Pull out from the material below all lines with "inset".

Data for this exercise:
※ ※ ※
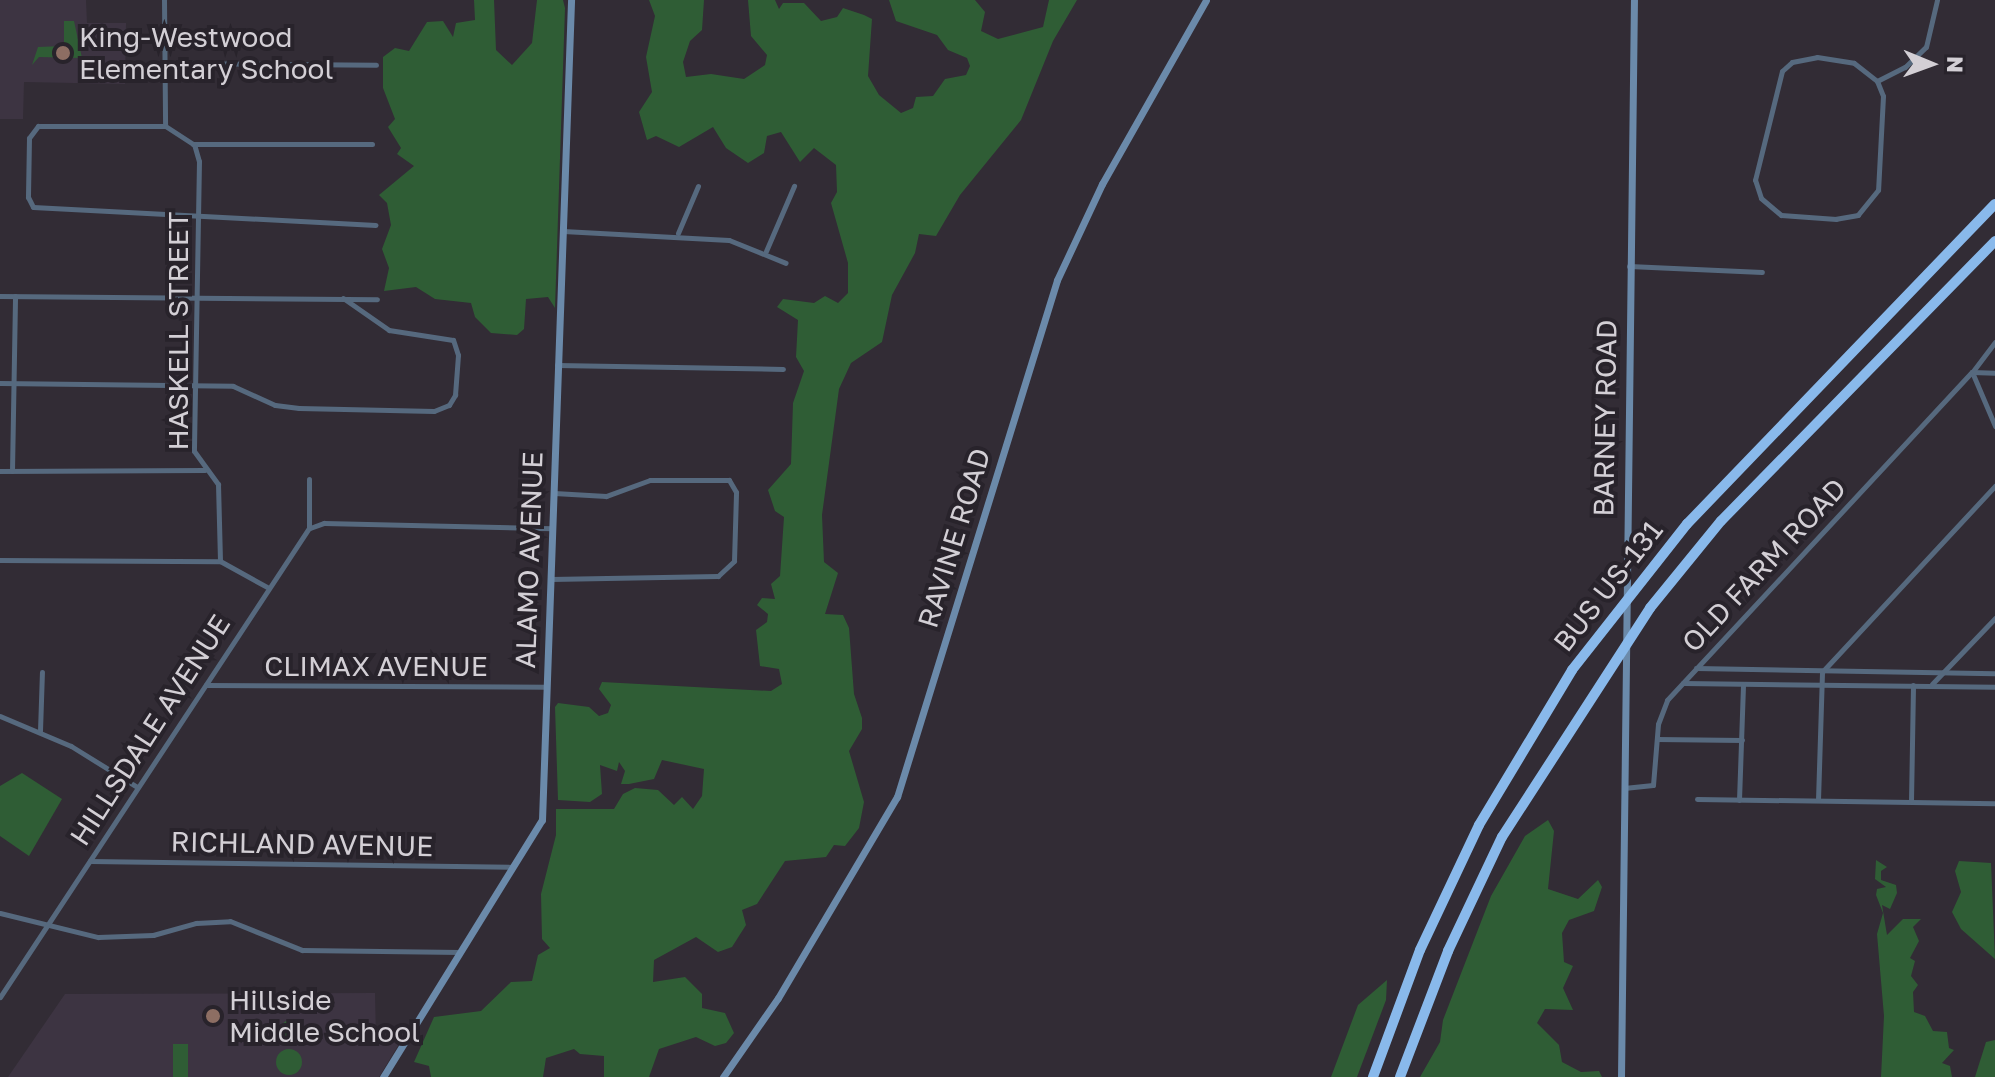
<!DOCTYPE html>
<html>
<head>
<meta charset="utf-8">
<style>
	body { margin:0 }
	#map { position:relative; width:1995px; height:1077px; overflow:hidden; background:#322c35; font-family:"Golos Text",sans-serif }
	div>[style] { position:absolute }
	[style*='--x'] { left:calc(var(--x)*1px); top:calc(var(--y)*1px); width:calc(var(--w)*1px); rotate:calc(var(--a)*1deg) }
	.built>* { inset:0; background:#3d3442 }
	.green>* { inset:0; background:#2f5d35 }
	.round { border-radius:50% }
	.street>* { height:5px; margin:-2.5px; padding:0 2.5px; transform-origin:2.5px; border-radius:2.5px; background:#56697e }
	.secondary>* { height:7px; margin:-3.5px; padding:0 3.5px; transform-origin:3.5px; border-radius:3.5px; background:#6b8aaa }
	.highway>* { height:10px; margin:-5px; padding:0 5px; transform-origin:5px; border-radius:5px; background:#89b9eb }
	.dots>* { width:22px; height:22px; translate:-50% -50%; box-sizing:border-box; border:4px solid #28232b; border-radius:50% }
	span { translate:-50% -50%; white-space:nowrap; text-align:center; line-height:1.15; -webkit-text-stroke:8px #28232b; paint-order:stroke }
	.poi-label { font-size:28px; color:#d3cfd5 }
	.left { translate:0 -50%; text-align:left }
	.street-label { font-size:28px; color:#d3cfd5 }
	.north { position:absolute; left:1891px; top:24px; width:80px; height:80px; -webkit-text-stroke:6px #28232b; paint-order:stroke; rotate:91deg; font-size:22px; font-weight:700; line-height:32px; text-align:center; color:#d3cfd5 }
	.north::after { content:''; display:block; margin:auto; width:28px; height:36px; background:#d3cfd5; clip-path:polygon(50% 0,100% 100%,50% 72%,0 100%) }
</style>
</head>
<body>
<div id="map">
	<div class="built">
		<div style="clip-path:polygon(0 0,86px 0,87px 23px,126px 23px,125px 84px,24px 82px,23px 119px,0 119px)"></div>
		<div style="clip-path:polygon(375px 993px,376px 1037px,402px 1039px,379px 1077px,8px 1077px,65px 994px)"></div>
	</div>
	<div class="green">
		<div style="clip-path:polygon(474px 0,494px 0,496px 50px,512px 65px,532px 43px,537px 0,563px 0,565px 8px,555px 308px,548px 297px,526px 299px,524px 329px,517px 335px,491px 333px,475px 317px,471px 303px,435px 299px,416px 287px,384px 291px,389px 268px,382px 249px,391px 225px,387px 203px,379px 195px,414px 166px,397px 154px,401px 148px,388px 127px,395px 119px,383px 88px,383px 57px,395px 48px,409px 51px,427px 22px,443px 21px,453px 37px,456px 23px,475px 20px)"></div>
		<div style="clip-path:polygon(649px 0,704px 0,702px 30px,690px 41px,683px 62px,686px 77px,711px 74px,744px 79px,765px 65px,767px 55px,751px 36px,748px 0,775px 0,779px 9px,783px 3px,804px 3px,821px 21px,837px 17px,843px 8px,864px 15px,872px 19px,868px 76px,879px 95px,901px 113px,913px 108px,916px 97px,933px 96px,945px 79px,966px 75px,970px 66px,967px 58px,948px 50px,937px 35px,896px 21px,889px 0,975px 0,985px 12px,981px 31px,998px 39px,1043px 27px,1049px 0,1077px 0,1053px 41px,1021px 120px,960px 195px,936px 236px,919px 234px,915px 253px,892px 295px,882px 342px,851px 363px,839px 389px,822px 515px,824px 562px,838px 573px,825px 614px,843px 615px,849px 628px,854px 694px,862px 718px,862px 729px,849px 751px,864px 802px,859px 828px,845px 846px,834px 845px,826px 857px,785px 861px,757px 904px,742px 910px,746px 925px,732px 947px,718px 952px,696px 937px,654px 960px,653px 982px,685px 977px,702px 994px,702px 1008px,725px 1013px,734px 1033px,726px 1043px,715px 1046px,696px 1037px,659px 1049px,649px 1077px,604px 1077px,604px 1056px,580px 1054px,574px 1049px,546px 1058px,543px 1077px,431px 1077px,429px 1066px,414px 1062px,434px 1017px,481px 1011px,511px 982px,532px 981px,538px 955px,550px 948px,542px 939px,541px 894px,556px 835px,556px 809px,614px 809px,623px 794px,635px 788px,658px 790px,674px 805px,682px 797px,693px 809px,702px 796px,704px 769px,662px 760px,654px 779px,629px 784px,621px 784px,625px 771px,619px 762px,617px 771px,600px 765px,602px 794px,590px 802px,558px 800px,555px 707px,558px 703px,589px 707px,599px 716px,608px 713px,611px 705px,599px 689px,602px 682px,771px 691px,782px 684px,779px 669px,760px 666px,756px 630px,767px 622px,768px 614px,757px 605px,762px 598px,775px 599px,771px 584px,780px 576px,784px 517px,775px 511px,768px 490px,791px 464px,793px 403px,804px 371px,796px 357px,798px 320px,777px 307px,783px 299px,814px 303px,825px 296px,838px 303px,848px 293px,848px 263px,831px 203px,837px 192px,836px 165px,814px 148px,800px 162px,781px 132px,767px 136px,764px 153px,748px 163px,726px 148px,713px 127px,679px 147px,656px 136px,647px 140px,639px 112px,652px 92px,646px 57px,655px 16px)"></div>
		<div style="clip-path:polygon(64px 21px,74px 21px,82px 58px,39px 57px,32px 65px,38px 47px,64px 46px)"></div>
		<div style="clip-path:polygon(22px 773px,62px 799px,29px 856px,0 836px,0 786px)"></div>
		<div style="clip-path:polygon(1548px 820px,1554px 831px,1548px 889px,1578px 899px,1598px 880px,1602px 887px,1594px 911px,1569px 920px,1562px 933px,1564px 962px,1573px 966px,1563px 988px,1573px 1010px,1545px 1009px,1537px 1023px,1559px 1045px,1562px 1062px,1581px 1072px,1599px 1071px,1602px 1077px,1420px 1077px,1440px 1042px,1443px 1020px,1491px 896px,1525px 836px)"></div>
		<div style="clip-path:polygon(1876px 860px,1887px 867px,1881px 871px,1881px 880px,1896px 885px,1897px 893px,1890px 909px,1882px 905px,1887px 935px,1903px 919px,1921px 919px,1913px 927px,1919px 941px,1910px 958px,1915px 961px,1911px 976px,1918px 985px,1913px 992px,1914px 1012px,1925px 1016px,1933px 1031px,1947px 1032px,1949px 1048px,1954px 1050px,1942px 1063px,1950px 1066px,1952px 1077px,1881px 1077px,1884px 1016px,1877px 934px,1883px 913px,1876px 895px,1877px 889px,1886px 887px,1875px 879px)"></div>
		<div style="clip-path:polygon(1959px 861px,1991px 863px,1995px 959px,1961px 929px,1952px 912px,1961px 892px,1955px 871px)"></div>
		<div style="clip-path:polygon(1387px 980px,1386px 1000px,1357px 1077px,1331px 1077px,1358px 1005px)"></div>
		<div class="round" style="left:280px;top:1020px;width:22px;height:22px"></div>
		<div style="clip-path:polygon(1995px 1040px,1995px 1077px,1975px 1077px,1986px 1042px)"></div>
		<div style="clip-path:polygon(173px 1044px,188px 1044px,188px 1077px,173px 1077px)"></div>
		<div class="round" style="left:276px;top:1049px;width:26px;height:26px"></div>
	</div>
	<div class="street">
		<div style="--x:164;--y:0;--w:126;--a:89.5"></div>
		<div style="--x:1817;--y:57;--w:37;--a:9"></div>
		<div style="--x:1854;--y:63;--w:29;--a:38"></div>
		<div style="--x:1877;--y:81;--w:16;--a:68"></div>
		<div style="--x:1883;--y:96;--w:94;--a:93"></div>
		<div style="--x:1878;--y:190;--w:32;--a:129"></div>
		<div style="--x:1858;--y:215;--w:22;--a:170"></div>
		<div style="--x:1836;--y:219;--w:55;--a:-175.8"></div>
		<div style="--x:1781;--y:215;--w:26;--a:-140"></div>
		<div style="--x:1761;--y:198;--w:19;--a:-108"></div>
		<div style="--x:1755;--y:180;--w:112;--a:-76.1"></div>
		<div style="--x:1782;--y:71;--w:13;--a:-42"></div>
		<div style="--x:1792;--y:62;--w:25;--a:-11"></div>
		<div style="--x:163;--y:63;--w:213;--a:0.5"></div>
		<div style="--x:1877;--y:81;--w:31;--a:-27"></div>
		<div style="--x:1905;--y:67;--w:29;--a:-44"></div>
		<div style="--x:1926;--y:47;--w:48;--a:-76.8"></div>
		<div style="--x:194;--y:144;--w:18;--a:74"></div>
		<div style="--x:199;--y:161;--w:290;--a:91"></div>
		<div style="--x:194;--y:451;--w:41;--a:54"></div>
		<div style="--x:218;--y:484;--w:77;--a:88.5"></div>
		<div style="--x:372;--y:144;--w:179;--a:180"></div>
		<div style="--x:193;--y:144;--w:33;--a:-147"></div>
		<div style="--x:165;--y:126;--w:127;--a:180"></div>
		<div style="--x:38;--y:126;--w:15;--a:127"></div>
		<div style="--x:29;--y:138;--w:59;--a:91"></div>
		<div style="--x:28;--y:197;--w:11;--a:63"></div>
		<div style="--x:33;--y:207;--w:343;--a:3"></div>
		<div style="--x:563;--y:231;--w:166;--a:3.1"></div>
		<div style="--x:729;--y:240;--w:61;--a:22"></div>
		<div style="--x:678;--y:233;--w:51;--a:-66.9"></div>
		<div style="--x:766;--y:251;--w:71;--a:-66.7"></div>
		<div style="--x:1629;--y:266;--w:133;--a:2.6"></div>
		<div style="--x:0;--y:296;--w:377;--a:0.5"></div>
		<div style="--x:1995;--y:342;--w:38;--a:127"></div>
		<div style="--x:1972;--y:372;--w:59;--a:66.9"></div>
		<div style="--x:557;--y:365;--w:226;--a:1"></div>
		<div style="--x:0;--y:383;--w:233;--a:0.7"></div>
		<div style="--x:233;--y:386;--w:46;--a:24.3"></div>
		<div style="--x:275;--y:405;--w:24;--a:7"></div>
		<div style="--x:299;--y:408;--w:135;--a:1.3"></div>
		<div style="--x:434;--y:411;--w:16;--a:-22"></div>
		<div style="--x:449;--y:405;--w:12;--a:-59"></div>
		<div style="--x:455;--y:395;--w:40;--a:-85.7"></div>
		<div style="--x:458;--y:355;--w:16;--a:-108"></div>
		<div style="--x:453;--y:340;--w:65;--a:-171.1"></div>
		<div style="--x:389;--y:330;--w:56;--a:-145.2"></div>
		<div style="--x:0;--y:471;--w:205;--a:-0.3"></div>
		<div style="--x:12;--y:471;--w:175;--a:-89"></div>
		<div style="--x:310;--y:528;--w:15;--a:-20"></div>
		<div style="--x:324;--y:523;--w:228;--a:1.3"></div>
		<div style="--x:0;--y:560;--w:220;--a:0.3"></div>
		<div style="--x:220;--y:561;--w:54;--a:29"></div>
		<div style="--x:551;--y:579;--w:167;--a:-1"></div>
		<div style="--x:718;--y:576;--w:22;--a:-43"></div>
		<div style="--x:734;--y:561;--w:69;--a:-88.3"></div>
		<div style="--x:736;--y:492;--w:14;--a:-120"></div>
		<div style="--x:729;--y:480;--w:79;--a:180"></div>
		<div style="--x:650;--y:480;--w:47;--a:160"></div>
		<div style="--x:606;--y:496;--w:52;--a:-176.7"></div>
		<div style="--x:1696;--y:668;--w:299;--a:1"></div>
		<div style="--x:1683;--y:683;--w:312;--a:0.7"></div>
		<div style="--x:1932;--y:684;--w:91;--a:-46.3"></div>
		<div style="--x:206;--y:685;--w:341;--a:0.3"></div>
		<div style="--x:0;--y:716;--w:77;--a:22.9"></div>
		<div style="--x:71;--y:746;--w:78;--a:31.8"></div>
		<div style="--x:40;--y:731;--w:59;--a:-88.1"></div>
		<div style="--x:1657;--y:739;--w:85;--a:0.7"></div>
		<div style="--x:1624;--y:788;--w:29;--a:-6"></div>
		<div style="--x:1653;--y:785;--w:61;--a:-85.3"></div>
		<div style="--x:1658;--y:724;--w:26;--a:-69"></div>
		<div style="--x:1667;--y:700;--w:448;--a:-47.1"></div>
		<div style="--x:1972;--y:372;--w:23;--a:2"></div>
		<div style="--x:1697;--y:799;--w:298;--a:0.8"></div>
		<div style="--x:1739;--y:800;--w:116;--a:-88"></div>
		<div style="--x:1818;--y:800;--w:128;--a:-88.2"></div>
		<div style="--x:1822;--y:672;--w:254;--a:-47.1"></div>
		<div style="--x:1911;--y:801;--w:116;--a:-89"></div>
		<div style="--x:90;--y:861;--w:422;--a:0.8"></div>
		<div style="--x:0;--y:913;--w:101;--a:13.8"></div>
		<div style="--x:98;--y:937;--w:55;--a:-2.1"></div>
		<div style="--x:153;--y:935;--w:45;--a:-15.6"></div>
		<div style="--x:196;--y:923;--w:34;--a:-3"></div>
		<div style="--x:230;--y:921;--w:78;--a:21.9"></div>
		<div style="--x:302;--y:950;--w:158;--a:0.7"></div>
		<div style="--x:0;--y:997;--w:562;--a:-56.62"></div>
		<div style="--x:309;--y:528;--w:49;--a:-90"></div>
	</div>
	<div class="secondary">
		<div style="--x:383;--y:1077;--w:302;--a:-58.3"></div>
		<div style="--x:542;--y:820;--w:821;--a:-87.97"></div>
		<div style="--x:723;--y:1077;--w:96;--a:-55.2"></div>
		<div style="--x:778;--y:998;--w:234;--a:-59.4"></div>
		<div style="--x:897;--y:797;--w:541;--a:-72.8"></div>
		<div style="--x:1057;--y:280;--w:106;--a:-64.9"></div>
		<div style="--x:1102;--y:184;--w:211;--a:-60.5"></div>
		<div style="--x:1621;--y:1077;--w:1077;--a:-89.31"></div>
	</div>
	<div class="highway">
		<div style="--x:1373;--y:1077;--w:135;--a:-69.7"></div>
		<div style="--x:1420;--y:950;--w:138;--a:-64.7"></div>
		<div style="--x:1479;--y:825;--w:181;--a:-59"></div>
		<div style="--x:1572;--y:670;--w:186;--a:-51.8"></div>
		<div style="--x:1687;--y:524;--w:444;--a:-46.1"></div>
		<div style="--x:1400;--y:1077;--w:135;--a:-69.1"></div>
		<div style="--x:1448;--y:951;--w:126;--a:-64.7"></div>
		<div style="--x:1502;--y:837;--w:273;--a:-57.1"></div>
		<div style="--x:1650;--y:608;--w:112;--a:-50.8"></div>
		<div style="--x:1721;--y:521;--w:392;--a:-45.6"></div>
	</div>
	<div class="dots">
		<div style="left:63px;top:53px;background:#8d6e63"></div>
		<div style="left:213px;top:1016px;background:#8d6e63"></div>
	</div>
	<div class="poi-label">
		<span class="left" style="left:79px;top:53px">King-Westwood<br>Elementary School</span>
		<span class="left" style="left:229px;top:1016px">Hillside<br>Middle School</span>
	</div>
	<div class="street-label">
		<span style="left:178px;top:331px;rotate:-90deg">HASKELL STREET</span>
		<span style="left:1605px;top:418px;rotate:-89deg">BARNEY ROAD</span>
		<span style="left:954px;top:538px;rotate:-73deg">RAVINE ROAD</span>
		<span style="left:529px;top:560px;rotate:-88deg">ALAMO AVENUE</span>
		<span style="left:1764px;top:565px;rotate:-47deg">OLD FARM ROAD</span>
		<span style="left:1608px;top:586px;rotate:-52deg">BUS US-131</span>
		<span style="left:376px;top:666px">CLIMAX AVENUE</span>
		<span style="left:150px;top:730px;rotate:-57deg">HILLSDALE AVENUE</span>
		<span style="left:302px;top:844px;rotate:1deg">RICHLAND AVENUE</span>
	</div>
	<div class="north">N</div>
</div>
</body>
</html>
※ ※ ※
Finished exercise:
	.built>* { inset:0; background:#3d3442 }
	.green>* { inset:0; background:#2f5d35 }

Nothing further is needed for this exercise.